Patients need to be closely observed while they are intubated. Due to the design of some endotracheal tubes (i.e. Cole) it is easy for accidental extubation to occur. Small endotracheal tubes kink readily, produce greater resistance to air movement, and are easily obstructed by secretions and mucus. Because most of the tubes utilized with this technique are uncuffed, patients are not completely protected from aspiration. If the endotracheal tube gets bitten or the adapter becomes dislodged, aspiration of the endotracheal tube (or portion thereof) can occur. Inadequate ventilation may occur if the endotracheal tube is inadvertently placed too deeply, into a bronchus. Accidental intubation of the esophagus can result in acute gastric dilatation if positive pressure is applied and the stomach is inflated.

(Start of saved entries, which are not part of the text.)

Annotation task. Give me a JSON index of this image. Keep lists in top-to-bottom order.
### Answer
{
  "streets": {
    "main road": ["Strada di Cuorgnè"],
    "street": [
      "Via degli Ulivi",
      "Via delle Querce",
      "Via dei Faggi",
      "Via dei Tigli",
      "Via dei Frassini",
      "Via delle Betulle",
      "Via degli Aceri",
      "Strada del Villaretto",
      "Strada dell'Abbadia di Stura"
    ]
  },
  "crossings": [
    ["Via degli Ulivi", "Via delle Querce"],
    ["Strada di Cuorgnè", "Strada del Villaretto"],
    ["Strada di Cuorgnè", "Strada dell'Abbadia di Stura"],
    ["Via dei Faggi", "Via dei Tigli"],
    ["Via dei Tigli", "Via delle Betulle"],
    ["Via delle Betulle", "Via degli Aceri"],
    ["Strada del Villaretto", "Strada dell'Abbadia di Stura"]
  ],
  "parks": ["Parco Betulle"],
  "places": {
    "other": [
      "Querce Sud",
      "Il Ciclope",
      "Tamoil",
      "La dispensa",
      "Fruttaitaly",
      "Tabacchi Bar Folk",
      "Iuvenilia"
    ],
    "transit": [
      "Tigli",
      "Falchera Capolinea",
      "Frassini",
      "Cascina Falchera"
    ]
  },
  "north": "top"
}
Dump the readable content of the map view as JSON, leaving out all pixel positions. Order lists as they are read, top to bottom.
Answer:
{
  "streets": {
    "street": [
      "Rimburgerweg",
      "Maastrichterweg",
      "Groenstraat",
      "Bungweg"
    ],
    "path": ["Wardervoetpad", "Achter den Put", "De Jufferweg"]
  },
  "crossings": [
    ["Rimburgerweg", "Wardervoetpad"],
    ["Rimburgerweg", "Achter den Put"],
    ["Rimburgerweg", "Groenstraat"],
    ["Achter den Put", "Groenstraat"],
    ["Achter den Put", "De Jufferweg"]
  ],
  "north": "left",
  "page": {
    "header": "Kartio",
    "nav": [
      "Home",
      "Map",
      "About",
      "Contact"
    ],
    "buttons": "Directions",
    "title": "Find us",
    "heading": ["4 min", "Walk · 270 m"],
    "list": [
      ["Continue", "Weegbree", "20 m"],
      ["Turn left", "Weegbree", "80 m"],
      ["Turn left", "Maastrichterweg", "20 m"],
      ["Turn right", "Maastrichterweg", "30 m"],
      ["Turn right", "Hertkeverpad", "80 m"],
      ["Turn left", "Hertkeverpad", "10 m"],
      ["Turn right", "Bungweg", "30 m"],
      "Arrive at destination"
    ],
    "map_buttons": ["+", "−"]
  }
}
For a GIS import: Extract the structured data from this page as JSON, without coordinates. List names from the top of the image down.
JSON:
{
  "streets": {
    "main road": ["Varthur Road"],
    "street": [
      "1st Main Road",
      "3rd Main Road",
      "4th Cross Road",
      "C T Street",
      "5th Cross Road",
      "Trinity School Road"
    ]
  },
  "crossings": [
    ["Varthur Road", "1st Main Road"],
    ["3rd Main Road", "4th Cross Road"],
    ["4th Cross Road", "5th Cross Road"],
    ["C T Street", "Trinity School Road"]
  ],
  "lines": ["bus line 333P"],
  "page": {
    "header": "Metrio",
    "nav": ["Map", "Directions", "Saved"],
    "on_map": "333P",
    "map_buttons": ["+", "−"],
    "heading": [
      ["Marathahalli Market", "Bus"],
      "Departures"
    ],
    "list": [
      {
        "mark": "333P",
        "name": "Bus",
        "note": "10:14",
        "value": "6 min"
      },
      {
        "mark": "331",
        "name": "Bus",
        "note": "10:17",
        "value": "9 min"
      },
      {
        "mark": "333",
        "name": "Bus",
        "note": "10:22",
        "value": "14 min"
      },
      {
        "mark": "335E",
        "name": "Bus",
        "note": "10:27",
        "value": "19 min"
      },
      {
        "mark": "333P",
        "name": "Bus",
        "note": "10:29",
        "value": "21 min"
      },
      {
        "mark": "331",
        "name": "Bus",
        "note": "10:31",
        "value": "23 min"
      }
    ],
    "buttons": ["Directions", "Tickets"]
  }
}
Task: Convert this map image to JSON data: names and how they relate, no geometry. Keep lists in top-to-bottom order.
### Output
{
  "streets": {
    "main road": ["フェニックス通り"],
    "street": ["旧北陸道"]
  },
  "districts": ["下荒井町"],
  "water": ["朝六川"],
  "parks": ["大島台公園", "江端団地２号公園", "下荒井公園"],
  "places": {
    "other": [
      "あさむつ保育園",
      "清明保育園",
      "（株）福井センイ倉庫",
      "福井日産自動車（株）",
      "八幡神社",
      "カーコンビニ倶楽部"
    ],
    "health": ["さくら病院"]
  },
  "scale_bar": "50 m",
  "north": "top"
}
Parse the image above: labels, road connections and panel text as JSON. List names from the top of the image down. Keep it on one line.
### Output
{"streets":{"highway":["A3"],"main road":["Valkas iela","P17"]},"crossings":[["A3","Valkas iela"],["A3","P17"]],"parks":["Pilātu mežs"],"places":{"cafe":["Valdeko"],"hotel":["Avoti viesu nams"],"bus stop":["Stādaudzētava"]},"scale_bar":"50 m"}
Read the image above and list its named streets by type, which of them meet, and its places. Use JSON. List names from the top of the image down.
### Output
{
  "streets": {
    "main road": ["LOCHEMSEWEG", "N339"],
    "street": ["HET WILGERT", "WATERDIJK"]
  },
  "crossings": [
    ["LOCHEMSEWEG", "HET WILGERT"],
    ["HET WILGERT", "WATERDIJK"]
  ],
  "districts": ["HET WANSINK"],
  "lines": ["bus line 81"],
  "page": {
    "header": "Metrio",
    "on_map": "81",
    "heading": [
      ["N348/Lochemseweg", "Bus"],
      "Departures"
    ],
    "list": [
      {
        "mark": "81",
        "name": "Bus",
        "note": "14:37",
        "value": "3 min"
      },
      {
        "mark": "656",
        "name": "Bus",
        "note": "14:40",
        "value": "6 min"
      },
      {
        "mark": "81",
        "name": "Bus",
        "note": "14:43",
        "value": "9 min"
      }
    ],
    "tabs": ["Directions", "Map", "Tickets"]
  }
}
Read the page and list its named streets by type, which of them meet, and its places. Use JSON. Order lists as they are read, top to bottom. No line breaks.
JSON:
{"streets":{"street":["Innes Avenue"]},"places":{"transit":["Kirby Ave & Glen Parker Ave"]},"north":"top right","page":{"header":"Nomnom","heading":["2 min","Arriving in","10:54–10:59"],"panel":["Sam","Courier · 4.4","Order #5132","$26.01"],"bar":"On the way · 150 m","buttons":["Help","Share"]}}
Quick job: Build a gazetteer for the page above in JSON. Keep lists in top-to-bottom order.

Over-the-endoscope endotracheal intubation is a versatile technique. That can allow practitioners to safely and efficiently intubate ferrets, rabbits, guinea pigs, prairie dogs, chinchillas, and many other species. The procedure enables intubation to be performed by a single person with relative ease however the procedure takes practice to perform quickly. The glottal opening of the patient ultimately limits which patients can be intubated in this manner. For those patients that require an endotracheal tube smaller than 2 mm, a 1 mm version of the MDS Focuscope is available, or the endotracheal tube can be introduced beside the endoscope rather than over it.
Endotracheal intubation during general anesthesia is the standard of care for most companion animals because it offers many advantages over the use of a face mask alone. Intubation provides control over ventilation and facilitates resuscitation should respiratory arrest occur. Failure to maintain adequate ventilation is a frequent cause of death in anesthetized small exotic mammals. Intubation makes mechanical ventilation possible and permits the use of a capnograph, apnea alarm, and other monitoring equipment. An endotracheal tube protects against aspiration of GI contents, saliva, blood, etc, and makes it possible to operate on the face or in the oral cavity.
In spite of these benefits many practitioners routinely maintain general anesthesia using a face mask, especially for obligate nasal breathers such as rabbits, guinea pigs, chinchillas, and prairie dogs. This is partly because these species are unable to or rarely vomit, and partly because intubation of these species is difficult. Intubation techniques vary, and few practitioners are ever taught how to do it. However, as additional methods are developed and perfected, instruction on the endotracheal intubation of small exotic mammals will become more widely available, and the practice will undoubtedly be accepted as the standard of care for these species as well.
Over-the-endoscope intubation simplifies the intubation of small exotic mammals by putting the operator's "eyes", light source, and endotracheal tube all in one place so they move in unison. The endoscope/endotracheal tube combination is rigid enough that it can be directed into the trachea, and the endoscope allows the clinician to see that the tube has been properly inserted.